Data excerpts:

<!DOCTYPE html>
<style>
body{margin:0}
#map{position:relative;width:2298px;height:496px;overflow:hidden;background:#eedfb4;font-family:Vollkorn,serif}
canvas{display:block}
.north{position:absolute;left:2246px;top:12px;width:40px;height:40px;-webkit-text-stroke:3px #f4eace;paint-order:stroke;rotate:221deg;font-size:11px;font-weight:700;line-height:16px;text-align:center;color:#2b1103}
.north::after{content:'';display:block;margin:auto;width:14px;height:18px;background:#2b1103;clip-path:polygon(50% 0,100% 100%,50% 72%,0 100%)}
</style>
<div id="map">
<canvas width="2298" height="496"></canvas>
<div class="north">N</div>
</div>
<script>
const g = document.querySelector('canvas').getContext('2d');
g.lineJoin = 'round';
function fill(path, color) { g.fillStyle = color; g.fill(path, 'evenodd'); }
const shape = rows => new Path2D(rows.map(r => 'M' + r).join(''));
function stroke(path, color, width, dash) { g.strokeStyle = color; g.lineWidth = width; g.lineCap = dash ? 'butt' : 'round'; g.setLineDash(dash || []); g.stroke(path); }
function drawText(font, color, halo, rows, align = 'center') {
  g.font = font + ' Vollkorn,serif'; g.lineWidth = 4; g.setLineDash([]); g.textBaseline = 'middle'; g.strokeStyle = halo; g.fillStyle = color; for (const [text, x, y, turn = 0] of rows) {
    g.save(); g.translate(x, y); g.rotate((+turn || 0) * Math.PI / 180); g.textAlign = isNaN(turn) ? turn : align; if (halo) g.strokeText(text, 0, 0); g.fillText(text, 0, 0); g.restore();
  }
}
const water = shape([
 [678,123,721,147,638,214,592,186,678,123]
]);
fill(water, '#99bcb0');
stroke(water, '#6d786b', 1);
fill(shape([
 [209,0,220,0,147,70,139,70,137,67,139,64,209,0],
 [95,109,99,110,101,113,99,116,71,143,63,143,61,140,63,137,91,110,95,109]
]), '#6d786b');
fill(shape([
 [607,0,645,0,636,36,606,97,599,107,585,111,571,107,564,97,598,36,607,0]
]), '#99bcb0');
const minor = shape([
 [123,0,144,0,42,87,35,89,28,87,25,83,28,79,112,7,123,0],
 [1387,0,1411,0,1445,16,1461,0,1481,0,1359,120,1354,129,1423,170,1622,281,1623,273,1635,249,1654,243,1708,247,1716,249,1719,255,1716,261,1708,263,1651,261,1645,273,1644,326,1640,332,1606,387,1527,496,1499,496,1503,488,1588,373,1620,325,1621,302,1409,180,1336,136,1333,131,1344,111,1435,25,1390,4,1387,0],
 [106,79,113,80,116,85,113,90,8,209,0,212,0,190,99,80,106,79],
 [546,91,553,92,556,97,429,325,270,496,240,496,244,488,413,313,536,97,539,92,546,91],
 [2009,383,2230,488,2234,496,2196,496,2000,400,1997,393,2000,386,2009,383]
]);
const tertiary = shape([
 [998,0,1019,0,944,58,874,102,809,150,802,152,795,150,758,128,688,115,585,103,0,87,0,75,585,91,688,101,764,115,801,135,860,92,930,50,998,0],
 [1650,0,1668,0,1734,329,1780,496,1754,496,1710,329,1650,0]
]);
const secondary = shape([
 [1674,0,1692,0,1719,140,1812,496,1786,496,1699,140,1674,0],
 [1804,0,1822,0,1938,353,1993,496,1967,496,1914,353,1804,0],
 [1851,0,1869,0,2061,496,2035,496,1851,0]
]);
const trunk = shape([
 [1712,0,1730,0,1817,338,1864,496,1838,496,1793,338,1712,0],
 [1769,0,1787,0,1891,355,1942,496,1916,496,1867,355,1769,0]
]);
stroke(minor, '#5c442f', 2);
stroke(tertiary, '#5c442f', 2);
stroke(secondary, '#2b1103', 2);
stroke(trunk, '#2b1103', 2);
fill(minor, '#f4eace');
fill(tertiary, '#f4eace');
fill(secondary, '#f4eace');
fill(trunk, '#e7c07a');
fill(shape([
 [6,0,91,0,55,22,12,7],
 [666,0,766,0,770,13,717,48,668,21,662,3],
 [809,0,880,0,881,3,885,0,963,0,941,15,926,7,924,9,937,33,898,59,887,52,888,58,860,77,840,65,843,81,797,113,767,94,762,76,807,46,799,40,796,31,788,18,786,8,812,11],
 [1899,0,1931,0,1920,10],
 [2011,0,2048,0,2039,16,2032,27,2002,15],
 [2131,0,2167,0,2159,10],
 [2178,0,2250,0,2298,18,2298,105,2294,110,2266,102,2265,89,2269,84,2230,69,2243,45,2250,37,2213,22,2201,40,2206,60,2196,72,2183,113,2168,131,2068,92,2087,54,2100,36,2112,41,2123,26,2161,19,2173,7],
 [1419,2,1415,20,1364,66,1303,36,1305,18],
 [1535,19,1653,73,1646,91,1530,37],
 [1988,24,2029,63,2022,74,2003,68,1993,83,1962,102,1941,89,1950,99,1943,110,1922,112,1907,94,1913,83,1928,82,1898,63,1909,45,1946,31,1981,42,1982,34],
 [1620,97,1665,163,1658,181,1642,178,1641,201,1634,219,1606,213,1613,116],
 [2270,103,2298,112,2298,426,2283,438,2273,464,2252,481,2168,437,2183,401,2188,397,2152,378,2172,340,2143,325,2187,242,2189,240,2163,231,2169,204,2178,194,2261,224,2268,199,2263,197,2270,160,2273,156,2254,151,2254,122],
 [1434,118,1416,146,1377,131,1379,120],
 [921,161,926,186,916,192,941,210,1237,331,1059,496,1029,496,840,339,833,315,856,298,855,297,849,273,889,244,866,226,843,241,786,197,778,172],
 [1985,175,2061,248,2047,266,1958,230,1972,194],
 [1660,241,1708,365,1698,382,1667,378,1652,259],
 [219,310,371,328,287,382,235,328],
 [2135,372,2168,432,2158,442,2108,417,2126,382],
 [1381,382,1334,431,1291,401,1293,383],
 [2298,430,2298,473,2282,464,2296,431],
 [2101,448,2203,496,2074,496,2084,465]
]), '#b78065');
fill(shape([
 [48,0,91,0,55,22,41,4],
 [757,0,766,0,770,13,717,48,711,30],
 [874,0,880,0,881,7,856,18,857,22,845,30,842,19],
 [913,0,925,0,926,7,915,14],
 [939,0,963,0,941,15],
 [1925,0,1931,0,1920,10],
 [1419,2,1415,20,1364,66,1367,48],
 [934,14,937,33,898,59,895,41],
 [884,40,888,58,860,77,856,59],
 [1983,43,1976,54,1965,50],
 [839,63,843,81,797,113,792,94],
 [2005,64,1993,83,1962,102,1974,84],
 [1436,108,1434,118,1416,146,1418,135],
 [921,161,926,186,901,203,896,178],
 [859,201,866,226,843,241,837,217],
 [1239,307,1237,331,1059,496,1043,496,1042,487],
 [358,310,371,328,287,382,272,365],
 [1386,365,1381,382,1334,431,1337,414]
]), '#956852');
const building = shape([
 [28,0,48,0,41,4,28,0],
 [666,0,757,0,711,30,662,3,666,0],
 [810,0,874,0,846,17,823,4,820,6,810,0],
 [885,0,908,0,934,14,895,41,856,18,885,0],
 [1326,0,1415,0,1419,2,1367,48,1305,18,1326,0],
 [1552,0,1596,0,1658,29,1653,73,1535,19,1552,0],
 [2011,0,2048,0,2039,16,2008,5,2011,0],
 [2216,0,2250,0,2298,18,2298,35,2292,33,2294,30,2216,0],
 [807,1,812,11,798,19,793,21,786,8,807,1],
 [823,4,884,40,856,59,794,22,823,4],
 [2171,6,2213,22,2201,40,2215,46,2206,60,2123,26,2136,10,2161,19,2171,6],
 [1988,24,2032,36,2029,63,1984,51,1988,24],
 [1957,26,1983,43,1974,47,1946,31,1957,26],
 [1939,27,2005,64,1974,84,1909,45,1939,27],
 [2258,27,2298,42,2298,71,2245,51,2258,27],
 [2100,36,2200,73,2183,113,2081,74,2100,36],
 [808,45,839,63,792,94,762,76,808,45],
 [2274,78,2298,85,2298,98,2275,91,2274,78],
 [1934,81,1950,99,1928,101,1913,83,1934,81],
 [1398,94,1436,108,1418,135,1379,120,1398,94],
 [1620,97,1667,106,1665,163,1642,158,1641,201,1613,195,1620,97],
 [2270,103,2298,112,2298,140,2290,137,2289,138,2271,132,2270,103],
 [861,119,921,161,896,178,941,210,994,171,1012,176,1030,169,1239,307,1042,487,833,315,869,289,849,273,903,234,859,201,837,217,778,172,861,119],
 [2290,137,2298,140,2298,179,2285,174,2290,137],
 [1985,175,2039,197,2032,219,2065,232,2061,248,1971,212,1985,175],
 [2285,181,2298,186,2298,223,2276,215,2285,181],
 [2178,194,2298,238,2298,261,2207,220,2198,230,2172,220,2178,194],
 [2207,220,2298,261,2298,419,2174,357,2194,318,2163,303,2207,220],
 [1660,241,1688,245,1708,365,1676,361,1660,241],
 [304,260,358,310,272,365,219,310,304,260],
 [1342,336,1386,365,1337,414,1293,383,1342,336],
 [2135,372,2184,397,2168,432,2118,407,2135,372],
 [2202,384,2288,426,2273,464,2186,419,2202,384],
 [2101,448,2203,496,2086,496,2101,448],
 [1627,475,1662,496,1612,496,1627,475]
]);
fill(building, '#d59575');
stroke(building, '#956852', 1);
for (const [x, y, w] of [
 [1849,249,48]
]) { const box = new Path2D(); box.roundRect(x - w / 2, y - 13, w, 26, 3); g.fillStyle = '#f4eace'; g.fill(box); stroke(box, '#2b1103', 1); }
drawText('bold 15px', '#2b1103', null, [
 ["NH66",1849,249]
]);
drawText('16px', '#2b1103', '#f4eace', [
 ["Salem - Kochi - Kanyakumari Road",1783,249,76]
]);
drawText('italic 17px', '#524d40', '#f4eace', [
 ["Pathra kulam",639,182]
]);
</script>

* [INSTRUCTIONS TO FOLLOW]: Search the records for the word "align", then list every line that has it.

* [ANSWER FOR THIS EXERCISE]:
.north{position:absolute;left:2246px;top:12px;width:40px;height:40px;-webkit-text-stroke:3px #f4eace;paint-order:stroke;rotate:221deg;font-size:11px;font-weight:700;line-height:16px;text-align:center;color:#2b1103}
function drawText(font, color, halo, rows, align = 'center') {
    g.save(); g.translate(x, y); g.rotate((+turn || 0) * Math.PI / 180); g.textAlign = isNaN(turn) ? turn : align; if (halo) g.strokeText(text, 0, 0); g.fillText(text, 0, 0); g.restore();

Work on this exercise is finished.